I have a retirement account at Fidelity so I decided to call Fidelity and find out what verifications they perform for redemption requests. It turns out that other than SSN, address and birth date information, Fidelity really doesn’t do any other verification, which is more than a little disconcerting to me. So if a fraudster has someone’s SSN, address and birth date, he/she could conceivable just call up Fidelity and ask that an account be liquidated.

Your thoughts?

You would have to set up a bank account with the name, address, birthdate, and SSN before you called Fidelity for the transfer. So it's not quite as simple as just calling Fidelity and asking for a transfer. Not that an organized crime person could not set up such an account by forging a bunch of documents. But Joe Blow fraudster wouldn't be able to do that so easily.

 

[MRG]

I don't think I've ever been in a state where my SSN is on my license. My address is though. If the SSN was on there, a quick photo would be the way for someone to get it, because afterward they'd have more time to read zoom in on the photo and read the data.

Edit: I googled DL images and see that Missouri does put the SSN on. That's pretty stupid. Really stupid, because not only are you exposing it every time you check in at an airport, or at a bar (if you're somewhat young) or other places where ID is asked for, if you lose your wallet or it is stolen your identify is also at very serious risk.

I didn't check every state, but the 15 or so I did first didn't have it.

MO. offers a non-SSN number and suggests you do that. Been availble since last century. IIRC.

Sent from my SAMSUNG-SGH-I337 using Early Retirement Forum mobile app

 

[MooreBonds]

I don't think I've ever been in a state where my SSN is on my license. My address is though. If the SSN was on there, a quick photo would be the way for someone to get it, because afterward they'd have more time to read zoom in on the photo and read the data.

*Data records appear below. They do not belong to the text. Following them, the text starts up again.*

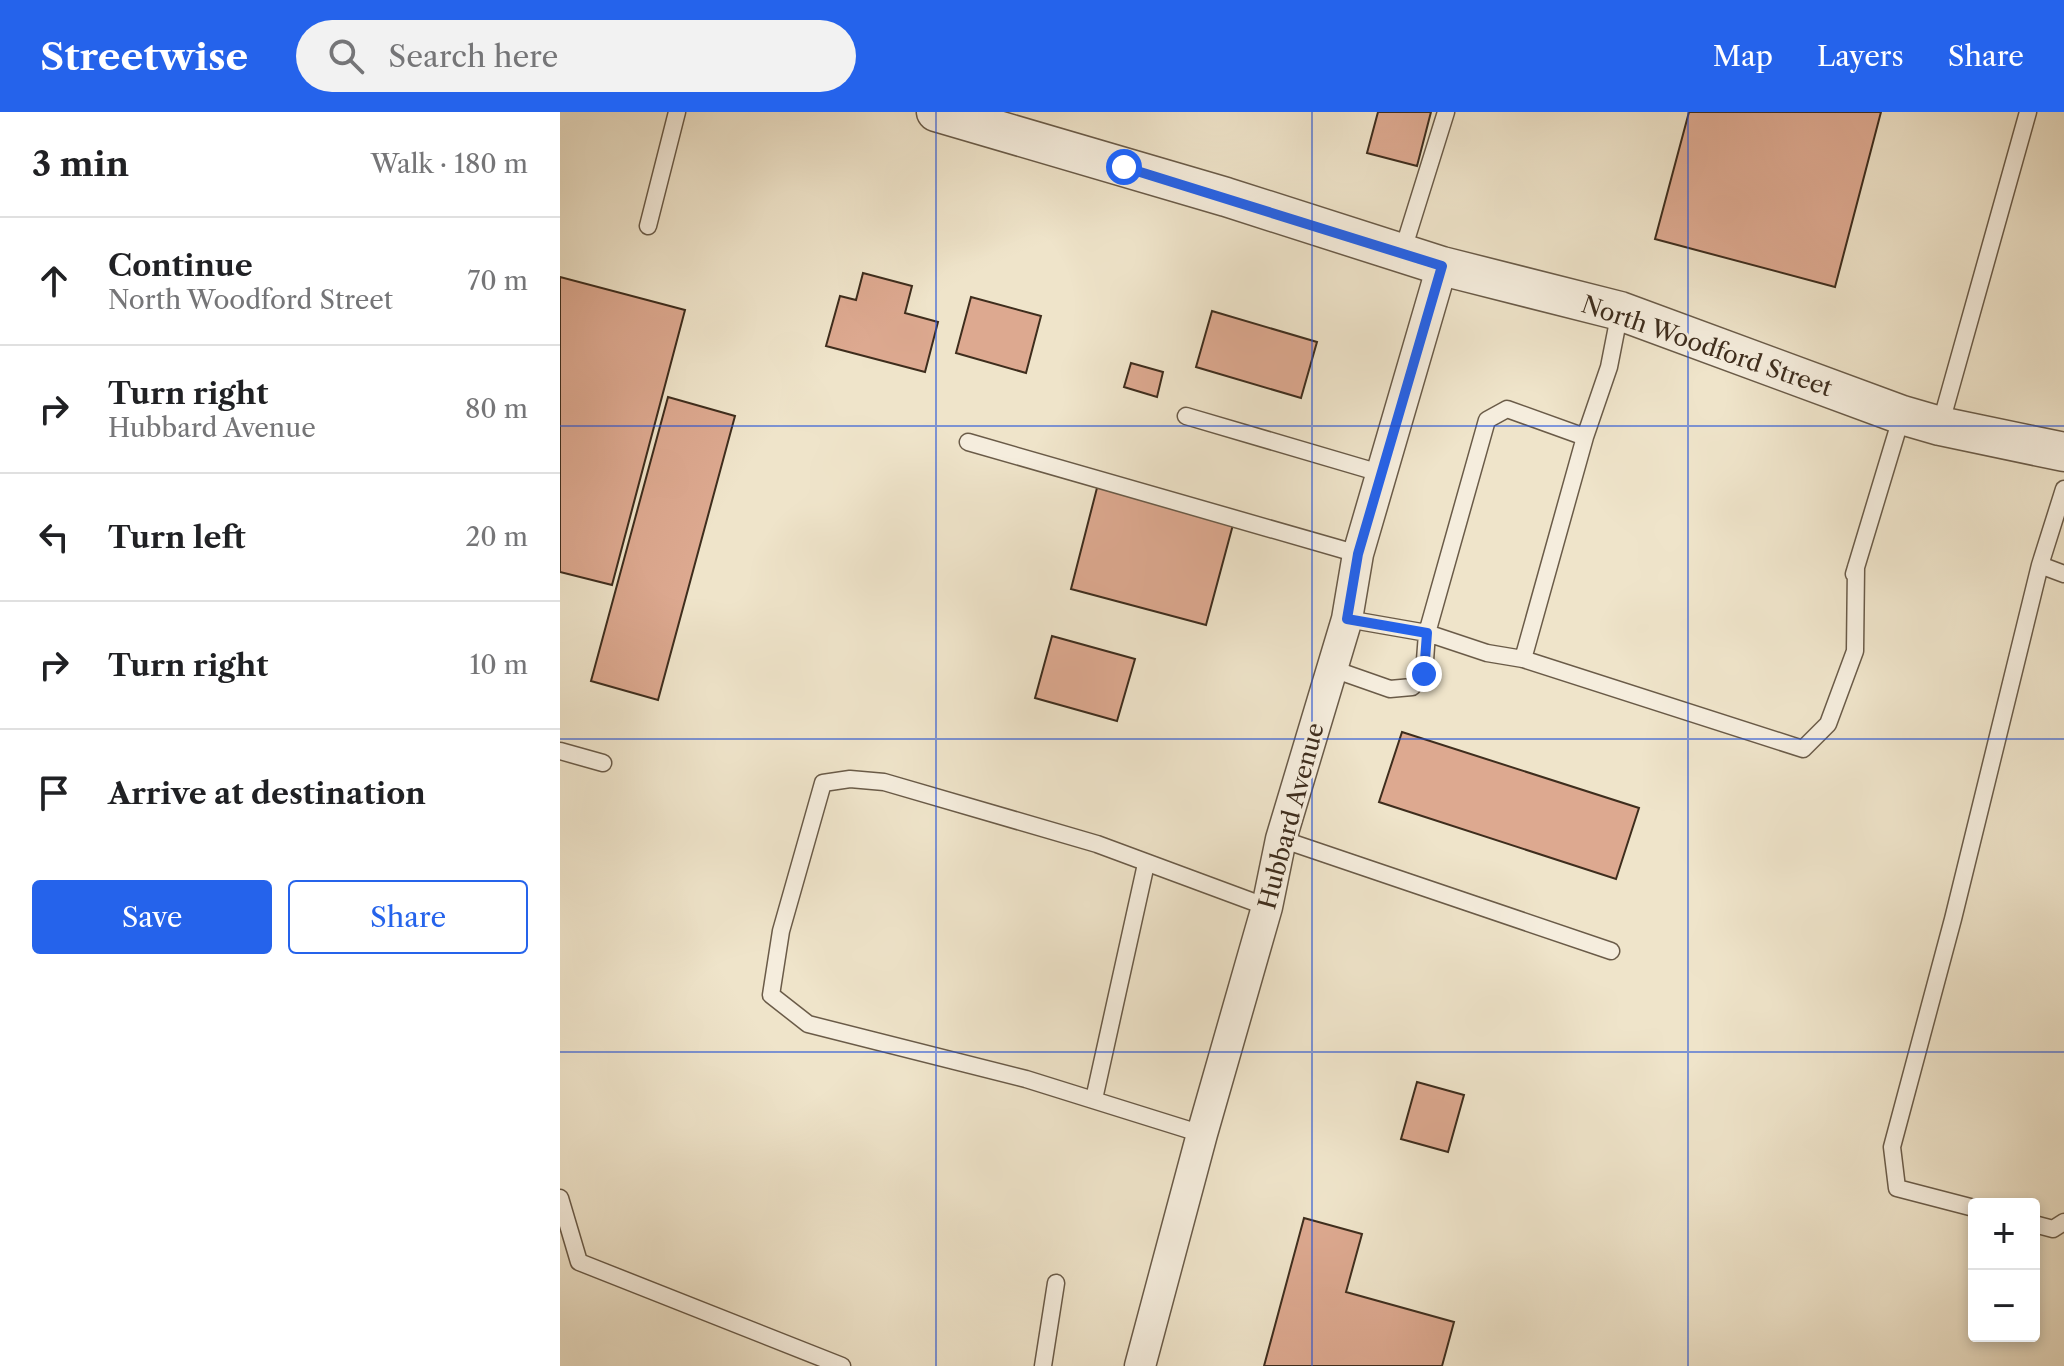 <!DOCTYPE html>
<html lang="en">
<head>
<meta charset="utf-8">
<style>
  :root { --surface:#fff; --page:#f2f2f2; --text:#202124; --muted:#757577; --line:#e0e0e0; --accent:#2563eb }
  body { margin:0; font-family:"Libre Caslon Text",serif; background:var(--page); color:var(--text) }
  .controls { position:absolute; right:24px; bottom:24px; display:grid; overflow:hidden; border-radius:8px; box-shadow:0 4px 12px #0003 }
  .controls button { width:72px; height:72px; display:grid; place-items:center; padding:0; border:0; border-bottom:2px solid var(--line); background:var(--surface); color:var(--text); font:40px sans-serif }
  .stop { position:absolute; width:24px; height:24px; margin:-18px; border:6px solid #2563eb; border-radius:50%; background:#fff }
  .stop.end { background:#2563eb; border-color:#fff; box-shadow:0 2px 8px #0008 }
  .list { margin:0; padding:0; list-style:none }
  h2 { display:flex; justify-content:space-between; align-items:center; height:104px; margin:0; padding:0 32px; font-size:34px }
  h2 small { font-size:26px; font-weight:400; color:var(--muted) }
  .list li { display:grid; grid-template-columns:52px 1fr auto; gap:24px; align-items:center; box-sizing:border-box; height:128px; padding:0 32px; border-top:2px solid var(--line) }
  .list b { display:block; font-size:30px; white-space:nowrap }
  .list p { margin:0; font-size:26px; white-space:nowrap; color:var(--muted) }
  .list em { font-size:26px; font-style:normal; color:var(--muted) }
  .actions { display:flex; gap:16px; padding:24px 32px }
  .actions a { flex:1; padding:18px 0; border:2px solid var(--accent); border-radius:8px; text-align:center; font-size:28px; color:var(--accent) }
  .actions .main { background:var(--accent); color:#fff }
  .icon { flex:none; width:44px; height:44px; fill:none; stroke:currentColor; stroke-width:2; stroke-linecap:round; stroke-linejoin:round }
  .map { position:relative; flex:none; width:1504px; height:1254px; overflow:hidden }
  header { display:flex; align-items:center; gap:48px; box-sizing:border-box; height:112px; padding:0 40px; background:var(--accent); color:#fff }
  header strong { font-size:38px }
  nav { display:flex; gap:44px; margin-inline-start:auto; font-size:28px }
  .search { width:560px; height:72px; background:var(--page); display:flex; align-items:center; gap:20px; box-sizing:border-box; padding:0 28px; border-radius:44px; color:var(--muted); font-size:30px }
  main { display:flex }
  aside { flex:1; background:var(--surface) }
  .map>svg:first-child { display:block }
</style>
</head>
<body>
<header>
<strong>Streetwise</strong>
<div class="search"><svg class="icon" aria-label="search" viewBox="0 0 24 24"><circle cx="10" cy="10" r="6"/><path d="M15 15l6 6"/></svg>Search here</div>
<nav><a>Map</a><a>Layers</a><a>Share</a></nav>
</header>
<main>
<aside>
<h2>3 min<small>Walk · 180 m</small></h2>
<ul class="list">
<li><svg class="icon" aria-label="ahead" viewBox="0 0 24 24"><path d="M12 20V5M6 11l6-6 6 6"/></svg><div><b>Continue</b><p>North Woodford Street</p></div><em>70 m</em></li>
<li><svg class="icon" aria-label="right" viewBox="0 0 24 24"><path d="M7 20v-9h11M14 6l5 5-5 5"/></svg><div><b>Turn right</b><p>Hubbard Avenue</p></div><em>80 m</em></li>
<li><svg class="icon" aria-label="left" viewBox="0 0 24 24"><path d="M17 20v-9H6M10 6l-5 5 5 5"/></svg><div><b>Turn left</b></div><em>20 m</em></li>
<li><svg class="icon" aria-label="right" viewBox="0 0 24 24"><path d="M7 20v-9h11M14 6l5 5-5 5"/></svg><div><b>Turn right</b></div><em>10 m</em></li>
<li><svg class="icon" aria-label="arrive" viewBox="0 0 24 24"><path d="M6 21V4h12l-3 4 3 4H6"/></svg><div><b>Arrive at destination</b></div></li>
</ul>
<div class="actions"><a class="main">Save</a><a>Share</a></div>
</aside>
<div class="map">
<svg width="1504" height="1254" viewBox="0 0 1504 1254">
  <rect width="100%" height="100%" fill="#efe4ca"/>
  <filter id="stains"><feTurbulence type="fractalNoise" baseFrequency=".0025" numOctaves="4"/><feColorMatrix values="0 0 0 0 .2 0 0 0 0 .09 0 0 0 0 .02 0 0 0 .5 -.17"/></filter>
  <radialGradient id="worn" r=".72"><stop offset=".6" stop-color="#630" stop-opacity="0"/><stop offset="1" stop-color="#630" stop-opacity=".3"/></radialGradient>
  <path fill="#dda990" stroke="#3e2d1d" stroke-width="2" d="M818,0H871L857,54L807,41Z
    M1129,0H1321L1275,175L1095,127Z
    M303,161L352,174L345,201L378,210L365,260L266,234L280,184L296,188Z
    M0,165L125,198L52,473L0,460Z
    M411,185L481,204L466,261L396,241Z
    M652,199L757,230L741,286L636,255Z
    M571,251L603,260L597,285L564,275Z
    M108,285L175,304L98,588L31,569Z
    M538,372L674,409L646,513L511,477Z
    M492,524L575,547L557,609L475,586Z
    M842,620L1079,696L1056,767L819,690Z
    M857,970L904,983L888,1040L841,1027Z
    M744,1106L802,1122L786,1180L894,1210L882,1254H704Z"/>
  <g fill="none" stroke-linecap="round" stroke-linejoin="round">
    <g stroke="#6a5b48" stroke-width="19">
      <path id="service" d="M88,114L117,0
        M842,141L886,0
        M626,304L820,361
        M1380,314L1468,0
        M408,330L798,442
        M1480,453L1504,462
        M1294,462L1342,303
        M787,507L867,521L927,541L963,547L1243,637L1268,612L1295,539L1296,455
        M963,547L1025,325L1049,255L1060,199
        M773,557L830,577L852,575L864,562L867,521L927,308L947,297L1025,325
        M0,639L43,651
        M721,727L1051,839
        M534,987L586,752
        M642,1022L466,967L248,912L211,883L221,819L263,671L290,667L324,670L537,732L707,795
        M0,1086L19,1150L282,1254
        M1414,1096L1337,1076L1332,1035L1393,807L1480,453L1504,377
        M1474,1112L1493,1117L1504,1110
        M483,1254L496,1171"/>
    </g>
    <g stroke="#6a5b48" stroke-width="33">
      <path id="minor" d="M580,1254L642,1022L707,795L721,727L787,507L798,442L882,154"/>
    </g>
    <g stroke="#6a5b48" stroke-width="41">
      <path id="tertiary" d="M376,0L666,85L882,154L1060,199L1342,303L1380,314L1504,340"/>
    </g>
    <use href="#service" stroke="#f5eddd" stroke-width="16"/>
    <use href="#minor" stroke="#f5eddd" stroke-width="30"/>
    <use href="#tertiary" stroke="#f5eddd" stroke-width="38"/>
  </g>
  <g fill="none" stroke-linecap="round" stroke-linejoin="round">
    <path stroke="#2563eb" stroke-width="10" d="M564,55L882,154L798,442L787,507L867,521L864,562"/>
  </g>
  <path fill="none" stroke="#1d4ed8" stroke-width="2" stroke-opacity="0.55" d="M376,0V1254M752,0V1254M1128,0V1254M0,314H1504M0,627H1504M0,940H1504"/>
  <g text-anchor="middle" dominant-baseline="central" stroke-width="6" stroke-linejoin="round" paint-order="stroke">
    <g font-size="24" fill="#3e2d1d" stroke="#f5eddd">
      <text transform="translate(1147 234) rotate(19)">North Woodford Street</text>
      <text transform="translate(731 704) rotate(-75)">Hubbard Avenue</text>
    </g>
  </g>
  <rect width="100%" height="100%" filter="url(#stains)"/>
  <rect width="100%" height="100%" fill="url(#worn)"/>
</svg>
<div class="controls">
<button>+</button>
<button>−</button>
</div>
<div class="stop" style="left:564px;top:55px"></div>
<div class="stop end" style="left:864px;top:562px"></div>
</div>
</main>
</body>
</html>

Edit: I googled DL images and see that Missouri does put the SSN on. That's pretty stupid. Really stupid, because not only are you exposing it every time you check in at an airport, or at a bar (if you're somewhat young) or other places where ID is asked for, if you lose your wallet or it is stolen your identify is also at very serious risk.

In MO, you have the option (which I use) to have a separate Driver's License number in lieu of SSN.

I didn't check every state, but the 15 or so I did first didn't have it.

From Social Security History

Use of the SSN in State drivers license systems is already authorized by Federal law, and 29 States currently use the SSN as the drivers license number or show it on the license. The 1996 immigration reform provision on improved identification-related documents requires the SSN to be included on State drivers licenses by the year 2000. Thus, the drivers license and Social Security card can both be used to verify the SSN.

 

[luckydude]

Did you close your account?

I did not because it's a 401(k) account with my current employer. But since I will FIRE early next year, I plan to roll the account into Vanguard.

I just didn't get the warm and fuzzy from the rep I talked to. Aside from verifying SSN, address and birth date, the rep told me that "we would become suspicious if, for example, we heard paper shuffling on the background as if someone is looking up the information." That's just not what I wanted to hear as a method of fraud detection.

 

[GrayHare]

An easy fix: either scratch out or put a sticker over the SSN.